You can use rsync to automatically only transfer the files that have
changed. I don't think you'll have to home grow your own 'only transfer
the diffs' solution, I think rsync will do that for you.
But yes, running an optimization, after many updates/deletes, will
generally mean nearly everything has changed.
Solr's index, of course _is_ lucene, so your experience with lucene will
be applicable to Solr. Unless lucene or Solr have added new features
since you last used it, but you're still using lucene, when you're using
Solr.
On 8/9/2011 11:22 AM, Peter Kritikos wrote:
Hello, everyone,
My company will be using Solr on the server appliance we deliver to
our clients.

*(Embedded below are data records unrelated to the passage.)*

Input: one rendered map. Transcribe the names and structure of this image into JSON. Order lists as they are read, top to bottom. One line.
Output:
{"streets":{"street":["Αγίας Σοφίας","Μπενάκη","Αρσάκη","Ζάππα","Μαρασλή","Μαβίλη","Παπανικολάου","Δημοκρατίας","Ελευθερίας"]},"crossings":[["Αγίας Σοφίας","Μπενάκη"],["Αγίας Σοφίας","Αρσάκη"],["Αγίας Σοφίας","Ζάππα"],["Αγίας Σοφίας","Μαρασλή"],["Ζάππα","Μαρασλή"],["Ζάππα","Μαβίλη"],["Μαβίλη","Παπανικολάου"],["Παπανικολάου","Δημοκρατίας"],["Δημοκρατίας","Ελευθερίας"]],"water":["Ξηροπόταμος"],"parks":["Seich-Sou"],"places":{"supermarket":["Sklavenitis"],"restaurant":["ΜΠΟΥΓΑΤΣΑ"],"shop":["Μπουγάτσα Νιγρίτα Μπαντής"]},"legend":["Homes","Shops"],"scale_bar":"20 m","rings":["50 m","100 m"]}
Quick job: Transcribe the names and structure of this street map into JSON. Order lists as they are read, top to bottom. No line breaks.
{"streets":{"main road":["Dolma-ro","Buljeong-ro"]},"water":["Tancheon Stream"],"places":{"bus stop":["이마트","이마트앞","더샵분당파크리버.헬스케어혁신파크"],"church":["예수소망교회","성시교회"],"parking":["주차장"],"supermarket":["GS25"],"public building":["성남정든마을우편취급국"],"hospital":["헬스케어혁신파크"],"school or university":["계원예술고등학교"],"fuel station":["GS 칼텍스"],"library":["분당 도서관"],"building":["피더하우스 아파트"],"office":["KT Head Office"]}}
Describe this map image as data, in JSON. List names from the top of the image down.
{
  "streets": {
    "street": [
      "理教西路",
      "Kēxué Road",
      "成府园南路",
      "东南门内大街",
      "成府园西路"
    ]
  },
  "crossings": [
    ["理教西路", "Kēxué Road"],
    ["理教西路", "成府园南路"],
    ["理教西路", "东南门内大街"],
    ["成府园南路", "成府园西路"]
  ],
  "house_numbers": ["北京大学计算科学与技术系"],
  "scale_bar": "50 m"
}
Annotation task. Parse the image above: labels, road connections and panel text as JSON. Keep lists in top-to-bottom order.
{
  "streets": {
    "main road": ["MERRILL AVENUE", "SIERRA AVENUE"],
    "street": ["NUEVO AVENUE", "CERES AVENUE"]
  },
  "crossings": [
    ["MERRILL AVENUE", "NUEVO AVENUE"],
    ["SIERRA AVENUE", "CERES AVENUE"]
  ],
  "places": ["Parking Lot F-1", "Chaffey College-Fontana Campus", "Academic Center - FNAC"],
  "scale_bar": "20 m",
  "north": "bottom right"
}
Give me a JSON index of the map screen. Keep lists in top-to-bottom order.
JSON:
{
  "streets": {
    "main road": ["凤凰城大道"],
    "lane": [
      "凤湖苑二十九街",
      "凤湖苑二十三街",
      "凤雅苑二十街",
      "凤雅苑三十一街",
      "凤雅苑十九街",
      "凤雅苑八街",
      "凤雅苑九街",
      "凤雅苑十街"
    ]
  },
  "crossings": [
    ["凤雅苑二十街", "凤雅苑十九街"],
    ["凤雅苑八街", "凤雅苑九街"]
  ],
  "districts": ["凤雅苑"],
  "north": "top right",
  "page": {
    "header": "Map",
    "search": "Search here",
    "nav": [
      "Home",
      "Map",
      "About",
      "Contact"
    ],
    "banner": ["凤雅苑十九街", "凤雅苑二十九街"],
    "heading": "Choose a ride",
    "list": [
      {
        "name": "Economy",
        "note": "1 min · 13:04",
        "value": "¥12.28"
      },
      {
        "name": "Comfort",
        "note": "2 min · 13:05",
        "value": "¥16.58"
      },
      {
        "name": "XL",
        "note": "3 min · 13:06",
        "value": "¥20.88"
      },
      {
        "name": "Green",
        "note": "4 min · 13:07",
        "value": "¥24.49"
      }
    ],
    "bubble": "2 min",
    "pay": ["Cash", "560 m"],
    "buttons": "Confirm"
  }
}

We would like to maintain remote backups of clients'
search indexes to avoid rebuilding a large index when an appliance fails.
One of our clients backs up their data onto a remote server provided
by a vendor which only provides storage space, so I don't believe it
is possible for us to set up a remote slave server to use Solr's
replication functionality. Because our client has a low-bandwidth
connection to their backup server, we would like to minimize the
amount of data transferred to the remote machine. Our Solr index
receives commits every few minutes and will probably be optimized
roughly once a day. Does our frequently modified index allow us to
transfer an amount of data proportional to the number of new documents
added to the search index daily? From my understanding, optimizing an
index makes very significant changes to its files. Is there a way
around this that I may be missing?
We have faced this problem in the past when our product used a
Lucene-based search engine. We were unable to find a solution where we
could only copy the "diffs" introduced to the index since the most
recent backup, so we opted to make our indexing process faster. In
addition to plain text, many of the documents that we are indexing are
binary, e.g. Word, PDF. We cached the extracted text from these binary
documents on the clients' backup servers, saving us the cost of
extraction at index time. If we must pursue a solution like this for
Solr, how else might we optimize the indexing process?
Much appreciated,
Peter Kritikos